Speaker A: Agreed. Um, well, what's interesting is we've had a lot of conversations over the past, I call it 18 months, um, with different firms in the financial ecosystem that are kind of gunning for the consumer in the same way that you are. How do we provide that sticky concierge layer using agentic AI to be able to actually be that initial touch point through which customers will now execute their financial lives in the future. And so we've seen banks are going after that. Um, you guys are going after that. Some of the closest closed loop systems are going after that, like a, like a Square or a PayPal. Um, like it's. First of all, do you think that's an accurate way things are shaping up? Like people.

Speaker B: Yes.

Speaker A: Like, oh, plus the general GPTs are going after that too. Right. So, like the questions, who am I as an end m consumer, who am I more likely to use in the future to trust, as you said, to be able to execute for me. Yeah.

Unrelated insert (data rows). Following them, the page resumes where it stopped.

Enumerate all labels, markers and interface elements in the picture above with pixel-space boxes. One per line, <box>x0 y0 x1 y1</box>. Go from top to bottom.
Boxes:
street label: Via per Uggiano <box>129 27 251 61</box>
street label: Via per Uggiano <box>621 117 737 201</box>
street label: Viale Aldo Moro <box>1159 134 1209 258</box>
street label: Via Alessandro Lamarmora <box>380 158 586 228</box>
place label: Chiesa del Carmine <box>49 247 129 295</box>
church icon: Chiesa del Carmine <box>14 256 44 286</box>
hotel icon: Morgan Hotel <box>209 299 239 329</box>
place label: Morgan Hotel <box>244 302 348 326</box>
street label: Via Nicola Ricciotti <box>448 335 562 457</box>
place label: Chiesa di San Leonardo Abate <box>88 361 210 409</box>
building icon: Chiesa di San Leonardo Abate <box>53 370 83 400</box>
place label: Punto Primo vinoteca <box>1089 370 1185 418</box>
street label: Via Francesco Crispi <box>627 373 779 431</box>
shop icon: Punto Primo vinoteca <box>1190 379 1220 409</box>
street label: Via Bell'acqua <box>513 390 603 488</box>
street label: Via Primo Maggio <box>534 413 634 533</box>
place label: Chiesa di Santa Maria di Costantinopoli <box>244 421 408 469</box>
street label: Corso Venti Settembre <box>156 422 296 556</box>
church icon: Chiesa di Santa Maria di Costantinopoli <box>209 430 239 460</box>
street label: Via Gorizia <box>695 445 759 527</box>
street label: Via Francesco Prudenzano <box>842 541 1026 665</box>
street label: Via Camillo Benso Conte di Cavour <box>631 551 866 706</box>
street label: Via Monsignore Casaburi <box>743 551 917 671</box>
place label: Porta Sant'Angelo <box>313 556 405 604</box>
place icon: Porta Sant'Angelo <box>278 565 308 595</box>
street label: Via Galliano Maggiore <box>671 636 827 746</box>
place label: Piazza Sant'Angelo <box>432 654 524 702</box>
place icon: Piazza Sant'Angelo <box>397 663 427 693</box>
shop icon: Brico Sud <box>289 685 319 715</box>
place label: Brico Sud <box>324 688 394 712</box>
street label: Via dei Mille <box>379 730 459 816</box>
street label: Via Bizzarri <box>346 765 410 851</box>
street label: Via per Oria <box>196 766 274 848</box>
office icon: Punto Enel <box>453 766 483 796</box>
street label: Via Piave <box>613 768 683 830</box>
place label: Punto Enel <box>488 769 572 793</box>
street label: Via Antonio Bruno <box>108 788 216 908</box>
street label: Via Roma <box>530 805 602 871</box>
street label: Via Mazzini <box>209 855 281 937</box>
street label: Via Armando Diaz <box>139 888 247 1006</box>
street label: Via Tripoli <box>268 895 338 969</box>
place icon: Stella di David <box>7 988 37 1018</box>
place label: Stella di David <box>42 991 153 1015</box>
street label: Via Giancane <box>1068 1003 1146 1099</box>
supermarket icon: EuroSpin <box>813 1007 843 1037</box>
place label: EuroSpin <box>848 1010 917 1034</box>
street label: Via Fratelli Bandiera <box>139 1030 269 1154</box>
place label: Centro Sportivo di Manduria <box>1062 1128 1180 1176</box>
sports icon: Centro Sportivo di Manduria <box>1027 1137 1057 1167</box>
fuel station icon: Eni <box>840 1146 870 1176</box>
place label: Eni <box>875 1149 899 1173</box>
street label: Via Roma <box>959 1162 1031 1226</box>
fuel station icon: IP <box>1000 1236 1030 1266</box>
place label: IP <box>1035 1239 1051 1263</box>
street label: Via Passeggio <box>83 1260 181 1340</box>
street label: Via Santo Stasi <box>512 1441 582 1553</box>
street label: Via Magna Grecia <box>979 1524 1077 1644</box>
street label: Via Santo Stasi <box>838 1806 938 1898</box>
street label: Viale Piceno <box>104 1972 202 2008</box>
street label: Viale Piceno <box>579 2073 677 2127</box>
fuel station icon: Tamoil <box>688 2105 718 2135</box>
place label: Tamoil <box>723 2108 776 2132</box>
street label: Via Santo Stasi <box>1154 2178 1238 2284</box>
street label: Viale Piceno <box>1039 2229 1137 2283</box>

Speaker B: So I agree with the direction that everybody is working, building towards that because it is probably one of the most lucrative things that you could do in the world. If you get to a place where consumers trust you with their money and opening components around their money, you're in a very good place. But if you look at the, like the general GPTs, I think the thing that they will struggle with is getting to the nuanced understanding of the consumer and the data. I mean, there's already so much that Claude does right now where I think having Claude connect with your finances at the depth that makes sense might actually be overwhelming relative to the use cases that you use it for. I think with the banks, there's an inherent bias and that kudos is a neutral arbiter. For your wallet. Uh, Amex will tell you Amex things. Amex is not going to tell you to go to another financial company. So it is hard for you to see the bank as that thing. I think where it gets really interesting is with some of the larger fintechs like Square that are also still founder led and also still move really fast and actually understand that this is a big wave, um, and that there's a moment happening right now. I think there is an opportunity for them to figure it out. But I would say my bet would be on a smaller company that has a lot less baggage and is able to move extremely fast with the context that we have.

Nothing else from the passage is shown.